▸ Work to be completed
Below are entries; copy exactly the lines from the one with "position:absolute; right:15px; bottom:15px;" through the one with "width:45px; height:45px; display:grid;", both included, and leave out the rest.

▸ Source material
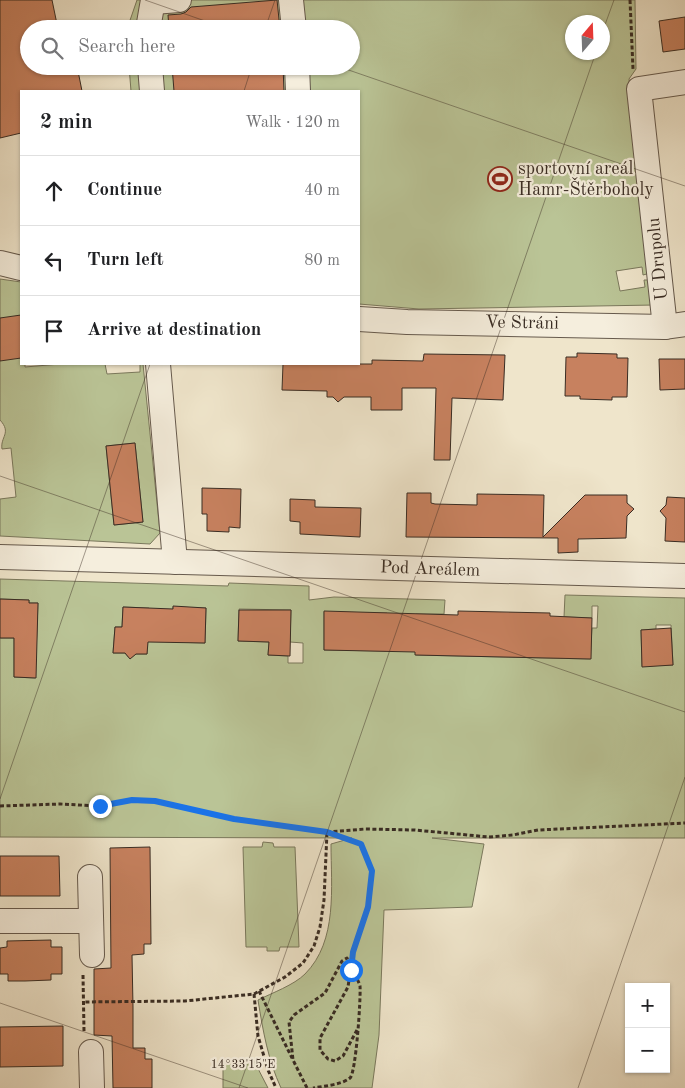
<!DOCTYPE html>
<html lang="en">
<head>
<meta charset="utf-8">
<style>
  body { margin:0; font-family:"Old Standard TT",serif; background:#f2f2f2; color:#202124 }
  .controls { position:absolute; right:15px; bottom:15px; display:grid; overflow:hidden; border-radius:0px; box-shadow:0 1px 4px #0004 }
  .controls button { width:45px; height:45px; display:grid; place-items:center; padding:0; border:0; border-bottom:1px solid #e0e0e0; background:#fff; color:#202124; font:25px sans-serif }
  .compass { position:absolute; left:565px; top:15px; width:45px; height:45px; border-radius:50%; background:#fff; box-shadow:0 1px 4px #0004; rotate:19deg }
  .stop { position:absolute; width:15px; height:15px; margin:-11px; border:4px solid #1a73e8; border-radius:50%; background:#fff }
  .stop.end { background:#1a73e8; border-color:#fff; box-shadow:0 1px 5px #0008 }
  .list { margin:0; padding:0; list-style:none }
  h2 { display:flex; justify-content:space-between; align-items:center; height:65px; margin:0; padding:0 20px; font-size:21px }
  h2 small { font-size:16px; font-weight:400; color:#757577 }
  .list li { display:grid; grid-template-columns:32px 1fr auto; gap:15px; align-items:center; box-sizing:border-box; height:70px; padding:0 20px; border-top:1px solid #e0e0e0 }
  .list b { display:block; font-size:19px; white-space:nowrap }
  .list em { font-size:16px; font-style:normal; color:#757577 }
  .icon { flex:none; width:28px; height:28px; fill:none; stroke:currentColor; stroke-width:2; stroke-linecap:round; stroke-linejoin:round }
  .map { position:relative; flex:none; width:685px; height:1088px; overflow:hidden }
  .search { position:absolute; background:#fff; box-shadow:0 1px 4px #0004; left:20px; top:20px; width:340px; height:55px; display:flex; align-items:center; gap:12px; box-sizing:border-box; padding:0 18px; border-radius:28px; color:#757577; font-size:19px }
  .panel { position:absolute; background:#fff; box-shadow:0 1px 4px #0004; left:20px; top:90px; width:340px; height:275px; border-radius:0px }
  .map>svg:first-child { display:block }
  .green { fill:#bac496; stroke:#7a785c; fill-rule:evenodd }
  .building { fill:#c7815f; stroke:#392c23 }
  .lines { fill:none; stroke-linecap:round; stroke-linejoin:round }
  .minor-casing { stroke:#665a4d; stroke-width:26 }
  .path { stroke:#392c23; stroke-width:3; stroke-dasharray:4 2.5; stroke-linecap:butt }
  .minor { stroke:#f5eedd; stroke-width:24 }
  .route { stroke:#1a73e8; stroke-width:6 }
  .ticks { fill:none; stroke:#392c23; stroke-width:1; stroke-opacity:0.45 }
  .labels { text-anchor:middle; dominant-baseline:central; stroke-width:4.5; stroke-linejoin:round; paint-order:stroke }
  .poi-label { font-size:18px; fill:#392c23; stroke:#f5eedd; text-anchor:start }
  .street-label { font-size:18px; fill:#392c23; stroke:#f5eedd }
  .ticks-label { font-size:12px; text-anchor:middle; fill:#392c23; stroke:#f5eedd; stroke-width:4.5; stroke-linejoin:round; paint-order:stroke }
</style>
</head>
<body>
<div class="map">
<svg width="685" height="1088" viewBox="0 0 685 1088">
  <rect width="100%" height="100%" fill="#efe5cb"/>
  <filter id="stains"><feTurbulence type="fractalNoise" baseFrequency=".004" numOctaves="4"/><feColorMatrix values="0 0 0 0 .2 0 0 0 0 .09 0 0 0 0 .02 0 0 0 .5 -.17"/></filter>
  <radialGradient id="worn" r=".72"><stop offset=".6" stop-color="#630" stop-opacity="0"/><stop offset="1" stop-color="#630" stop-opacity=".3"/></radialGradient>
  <g class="green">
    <path d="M137,0H635L636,69L629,79L654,272L643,275L642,267L616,271L620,291L645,287L644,280H655V305L419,309L359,304V91H131L129,66H351V29H127ZM572,22H602V52H572Z"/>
    <path d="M0,279L21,282V315L18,340H21V364H25V367L60,364H105L107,374L140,372V364H143L160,533L150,544L0,536V499L16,497L11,448L2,449C0,437 12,433 0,420ZM135,443L143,522L114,525L106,446Z"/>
    <path d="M0,579L228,586L229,583L309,586V600L334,597L445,600L444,614H416V655L590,659L592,628H597L598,606H592V618L564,617L565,595L685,598V838H432L484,844L472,907L384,910L379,1035L372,1088H281C268,1060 263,1031 258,1000C272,993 294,985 305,974C338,941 331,887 331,844L352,838L0,837V638H14V677L35,678L38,603H29V600L0,599ZM123,607L149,608L147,654H136L132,657H128L125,653H113L115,627H122ZM173,607L206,608L205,643L172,642ZM239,609L291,610L290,642L303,643V663H288V656L268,655L269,642L238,641ZM324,612L387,613L386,651L324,650ZM656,625H671L673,665L642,666L641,630L656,629Z"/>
    <polygon points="263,842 273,843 274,847 295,847 299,947 280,947 279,951 267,951 267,947 246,947 243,847 262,847"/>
    <polygon points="253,1059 268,1088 223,1088 223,1064"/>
  </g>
  <g class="building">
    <polygon points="0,0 52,0 58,29 29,29 29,66 77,66 82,91 21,91 21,133 0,138"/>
    <polygon points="277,0 280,29 169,29 168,15 181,14 186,12 191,7"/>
    <polygon points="685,17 685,49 663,52 659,21"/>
    <polygon points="172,66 283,66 284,91 174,91"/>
    <polygon points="21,315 21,358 0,361 0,318"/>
    <polygon points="577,353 617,354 617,358 628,358 627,397 612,397 612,400 580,399 580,396 565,396 566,357 577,357"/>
    <polygon points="424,354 505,355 503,400 452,398 450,460 434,460 436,388 402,388 402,410 371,410 371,397 344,397 338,402 333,397 327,397 327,391 282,390 283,364 372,364 372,360 423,361"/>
    <polygon points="659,359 685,359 685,389 660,390"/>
    <polygon points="135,443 143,522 114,525 106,446"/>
    <polygon points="202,488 241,489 240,528 229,527 229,532 207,531 207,514 202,514"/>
    <polygon points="407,493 431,493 431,503 435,504 477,505 477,494 544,495 543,537 585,495 627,495 627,503 634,509 627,516 626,538 578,539 578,552 558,553 558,538 406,537"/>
    <polygon points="667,497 685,498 685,542 665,541 666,518 660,511 666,505"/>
    <polygon points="290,499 315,500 315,507 361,508 360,537 300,534 300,522 290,521"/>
    <polygon points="0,599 29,600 29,603 38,603 36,678 14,677 14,638 0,638"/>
    <polygon points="173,606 206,608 205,643 148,642 147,654 136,654 130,659 125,653 113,653 115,627 122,627 123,607 173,609"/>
    <polygon points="239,610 291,610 290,656 268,655 269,642 238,641"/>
    <polygon points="324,611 458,615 458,611 550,613 550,616 592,618 591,659 415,655 415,652 324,650"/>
    <polygon points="671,628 673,665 642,667 641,630"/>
    <polygon points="150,847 151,944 144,944 144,954 132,955 133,1007 133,1048 145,1048 145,1059 152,1059 152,1088 113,1088 112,1036 94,1035 94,969 111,968 110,848"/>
    <polygon points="0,856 59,856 60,896 0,896"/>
    <polygon points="51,940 51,947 62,947 62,974 51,974 51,980 25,981 8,981 8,974 0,974 0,948 7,947 7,941"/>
    <polygon points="63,1026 63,1066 0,1067 0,1027"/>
  </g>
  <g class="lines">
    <defs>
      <g id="minor">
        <polyline points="291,0 294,29"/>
        <polyline points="153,2 179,0"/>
        <polyline points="148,29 153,0"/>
        <polyline points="150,66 152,91"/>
        <polyline points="297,66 298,91"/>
        <polyline points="0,263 21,268"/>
        <polyline points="359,319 407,322 665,327 685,324"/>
        <polyline points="665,327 639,89 685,82"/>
        <polyline points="158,364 175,562"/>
        <polyline points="0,557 685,576"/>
        <polyline points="90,877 92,955"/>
        <polyline points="0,921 91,921"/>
        <polyline points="91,1052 92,1088"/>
      </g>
    </defs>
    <use href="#minor" class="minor-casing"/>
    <g class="path">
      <polyline points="630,0 633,69"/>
      <polyline points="0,806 60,804 99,806 132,801 155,801 235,819 327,832 324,900 320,927 314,946 303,963 285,977 254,994 185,1001 83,1002"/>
      <polyline points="327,832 365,829 415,830 489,837 513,835 538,830 685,823"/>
      <polyline points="330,833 361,844 372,871 368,907 353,952 348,987 320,1038 320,1050 328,1059 335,1061 343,1056 357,1030"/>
      <polyline points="83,975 84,1031"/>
      <polyline points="259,991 292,1058"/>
      <polyline points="254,994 258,1036 268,1070 276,1088"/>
      <path d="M307,1088L293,1060L289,1022L294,1015L325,993L342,961L347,958C350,966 359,981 360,986C361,997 356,1073 350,1078C341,1085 324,1086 313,1088"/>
    </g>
    <use href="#minor" class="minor"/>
  </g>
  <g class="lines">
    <polyline class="route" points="100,806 132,800 155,801 234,819 327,832 361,844 372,871 368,907 353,952 351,970"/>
  </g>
  <path class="ticks" d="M145,0L228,29M265,29L275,0M602,33L614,0M337,66L685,186M244,91L252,66M0,476L685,712M0,799L150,364M0,1003L248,1088M239,1088L596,52M578,1088L685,777"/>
  <defs>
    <symbol id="stadium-ring" viewBox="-11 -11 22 22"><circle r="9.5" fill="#f5eedd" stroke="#8f2418" stroke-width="1.5"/><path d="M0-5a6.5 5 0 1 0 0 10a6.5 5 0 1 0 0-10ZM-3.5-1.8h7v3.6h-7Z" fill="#8f2418"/></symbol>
  </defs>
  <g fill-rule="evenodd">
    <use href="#stadium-ring" x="486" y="165" width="28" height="28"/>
  </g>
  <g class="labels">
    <g class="poi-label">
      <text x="518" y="169">sportovní areál<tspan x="518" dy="21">Hamr-Štěrboholy</tspan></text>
    </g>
    <g class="street-label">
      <text transform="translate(658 259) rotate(-96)">U Drupolu</text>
      <text transform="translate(522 323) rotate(1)">Ve Stráni</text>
      <text transform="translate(430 569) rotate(2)">Pod Areálem</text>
    </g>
  </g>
  <g class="ticks-label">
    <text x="243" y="1068">14°33'15"E</text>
  </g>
  <rect width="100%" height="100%" filter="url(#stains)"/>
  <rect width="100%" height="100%" fill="url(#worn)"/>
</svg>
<div class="controls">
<button>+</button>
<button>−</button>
</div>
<svg class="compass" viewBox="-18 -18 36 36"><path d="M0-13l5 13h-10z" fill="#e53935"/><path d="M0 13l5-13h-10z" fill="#757577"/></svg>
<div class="stop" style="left:351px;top:970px"></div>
<div class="stop end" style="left:100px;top:806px"></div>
<div class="search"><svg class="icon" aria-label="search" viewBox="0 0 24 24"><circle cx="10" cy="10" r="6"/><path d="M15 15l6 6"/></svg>Search here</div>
<section class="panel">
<h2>2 min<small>Walk · 120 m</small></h2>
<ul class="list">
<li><svg class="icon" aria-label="ahead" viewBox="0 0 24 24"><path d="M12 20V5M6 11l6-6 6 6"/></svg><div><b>Continue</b></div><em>40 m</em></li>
<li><svg class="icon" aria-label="left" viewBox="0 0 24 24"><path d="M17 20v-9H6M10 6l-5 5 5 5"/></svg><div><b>Turn left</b></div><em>80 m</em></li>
<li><svg class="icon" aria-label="arrive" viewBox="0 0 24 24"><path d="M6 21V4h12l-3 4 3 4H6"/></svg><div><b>Arrive at destination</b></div></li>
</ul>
</section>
</div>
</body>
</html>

▸ Answer
  .controls { position:absolute; right:15px; bottom:15px; display:grid; overflow:hidden; border-radius:0px; box-shadow:0 1px 4px #0004 }
  .controls button { width:45px; height:45px; display:grid; place-items:center; padding:0; border:0; border-bottom:1px solid #e0e0e0; background:#fff; color:#202124; font:25px sans-serif }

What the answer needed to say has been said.